Experimental Study and Analysis of Sub-Micron Scale Air Gap Breakdown

In order to study the mechanism of submicron-scale air gap discharge, the gas discharge experiment with electrode gap of 0.3–10 um was carried out by using nano-positioning system under atmospheric pressure. The breakdown voltages of stainless steel, brass, copper, and aluminum electrodes were measured. The experimental results are obviously deviated from the Paschen curve, and the Paschen curve cannot explain the air gap breakdown voltage. It is found that in the range of 0.3–5 um, the material work function significantly affects the air gap breakdown voltage, and it is not obvious in the range of 5–10 um.
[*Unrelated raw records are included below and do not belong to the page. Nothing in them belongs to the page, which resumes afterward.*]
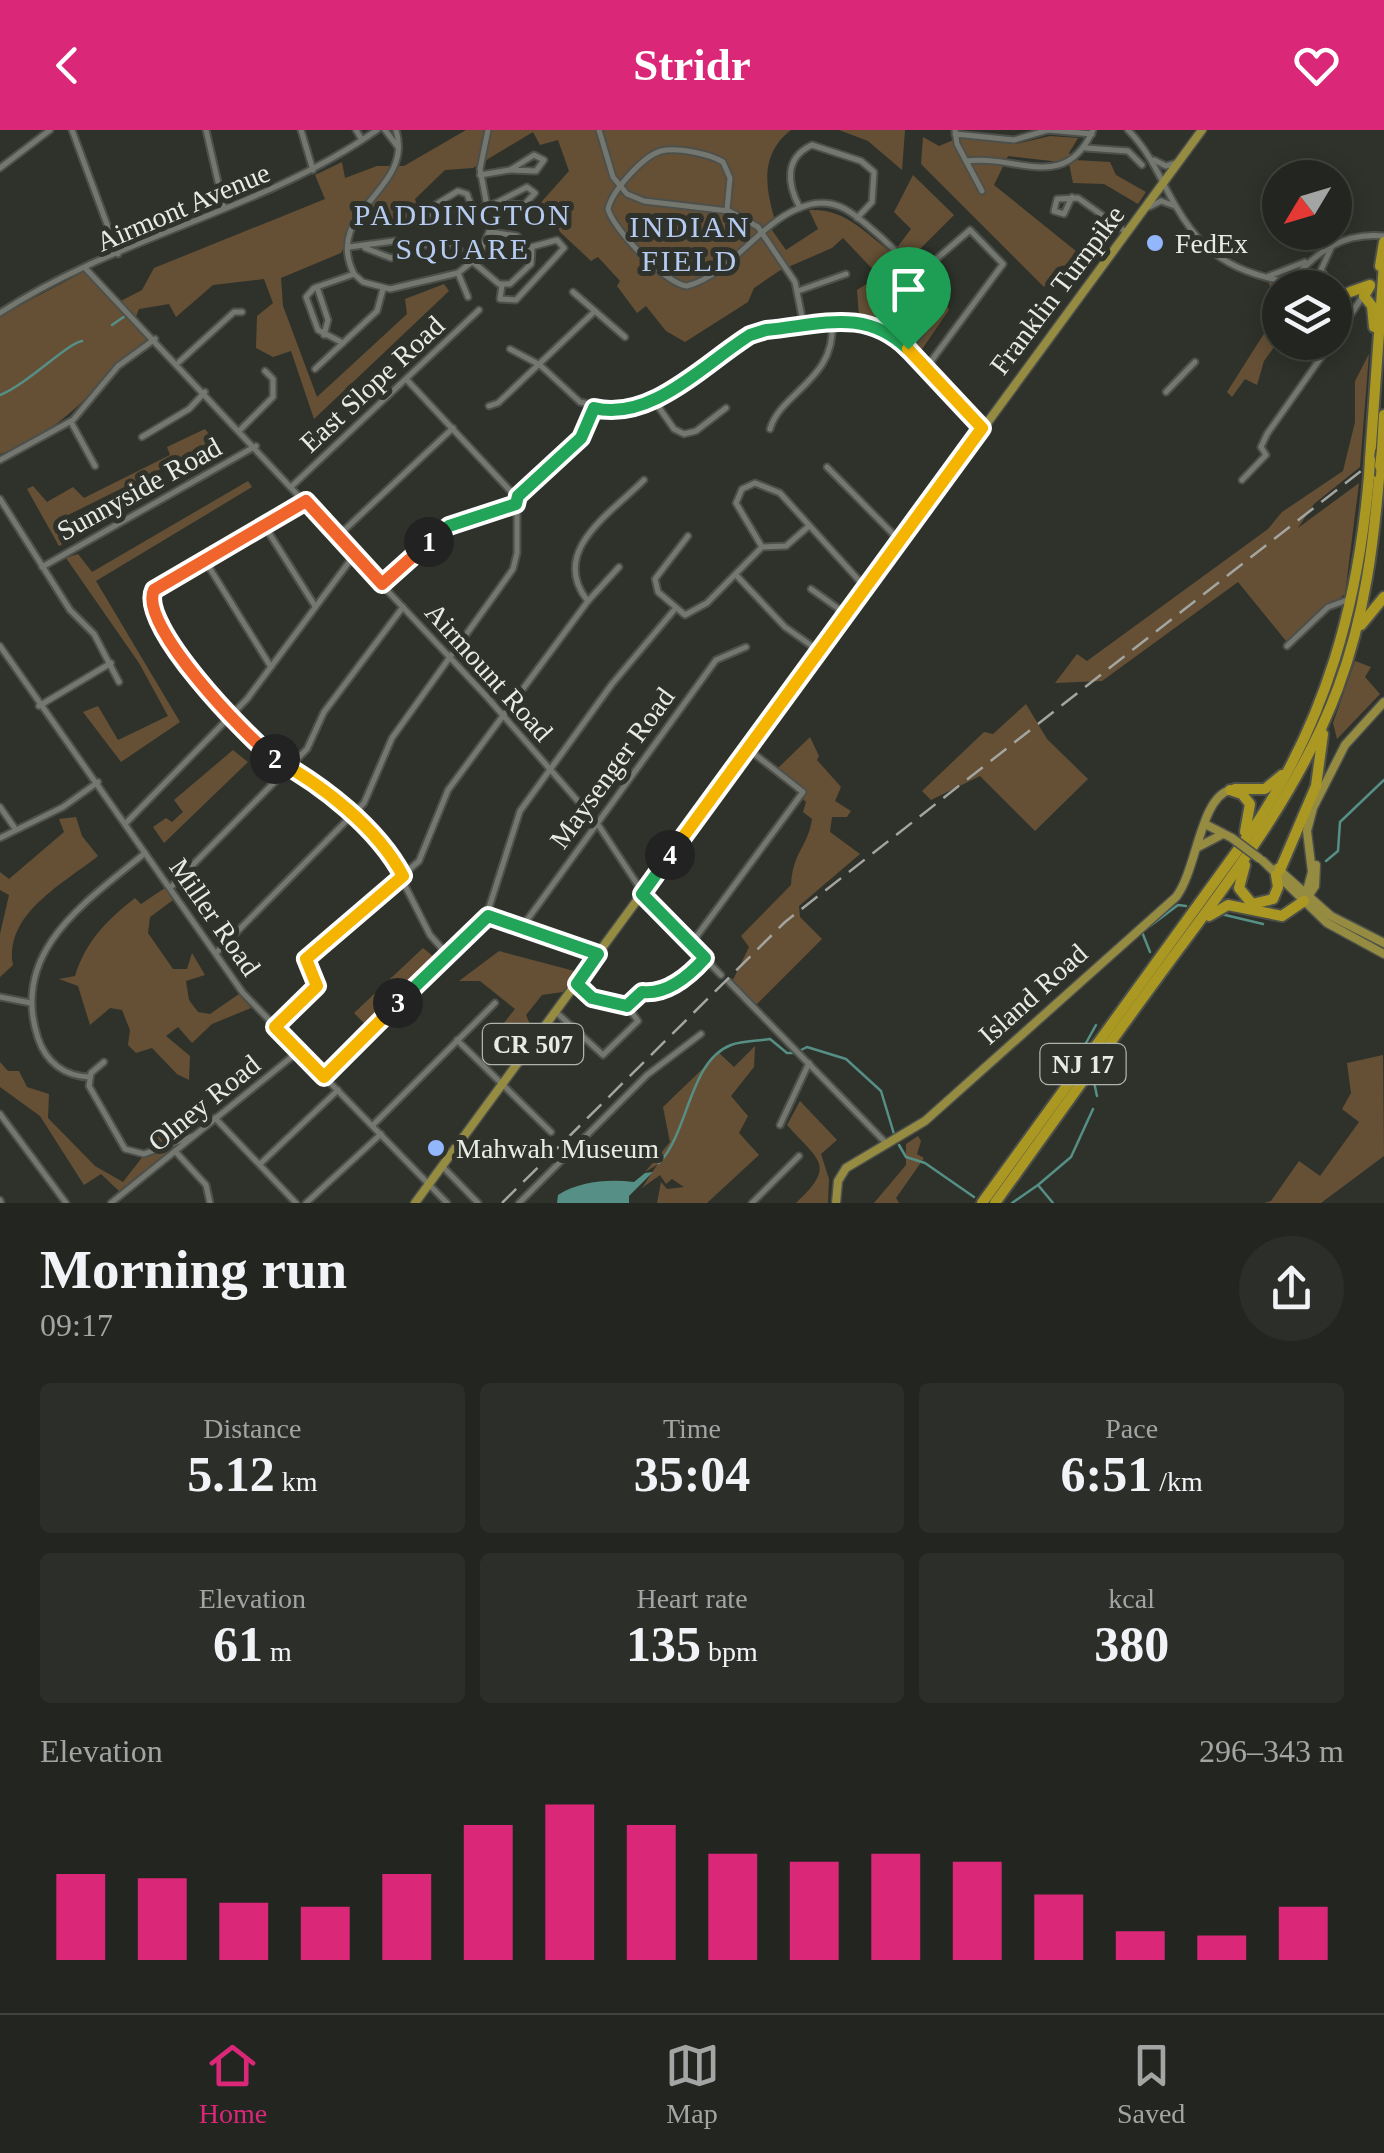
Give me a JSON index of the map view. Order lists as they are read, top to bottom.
{
  "streets": {
    "highway": ["NJ 17"],
    "main road": ["Franklin Turnpike", "Island Road", "CR 507"],
    "street": [
      "Airmont Avenue",
      "East Slope Road",
      "Sunnyside Road",
      "Airmount Road",
      "Maysenger Road",
      "Miller Road",
      "Olney Road"
    ]
  },
  "crossings": [
    ["Airmont Avenue", "Airmount Road"],
    ["Franklin Turnpike", "Airmount Road"],
    ["Franklin Turnpike", "Miller Road"],
    ["East Slope Road", "Airmount Road"],
    ["Sunnyside Road", "Airmount Road"],
    ["Airmount Road", "Maysenger Road"],
    ["Miller Road", "Olney Road"]
  ],
  "districts": ["PADDINGTON SQUARE", "INDIAN FIELD"],
  "places": ["FedEx", "Mahwah Museum"],
  "north": "bottom left",
  "page": {
    "header": "Stridr",
    "pins": [
      "1",
      "2",
      "4",
      "3"
    ],
    "heading": ["Morning run", "09:17"],
    "stats": [
      ["Distance", "5.12 km"],
      ["Time", "35:04"],
      ["Pace", "6:51 /km"],
      ["Elevation", "61 m"],
      ["Heart rate", "135 bpm"],
      ["kcal", "380"]
    ],
    "chart": ["Elevation", "296–343 m"],
    "tabs": ["Home", "Map", "Saved"]
  }
}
By studying the breakdown field strength, current density and F–N theory, it is found that when the electrode gap is 0.3–5 um, the field emission is dominant, resulting in the breakdown voltage deviating from the Paschen curve. In addition, the breakdown voltages under different discharge mechanisms are numerically calculated, and the numerical results are compared with the experimental results. The results show that only field emission needs to be considered at the gap of 0.3–2 um, and other discharge mechanisms can be ignored. Through the research of this paper, it provides a basis for the in-depth study of sub-micron electrical breakdown and the design of microelectronic devices.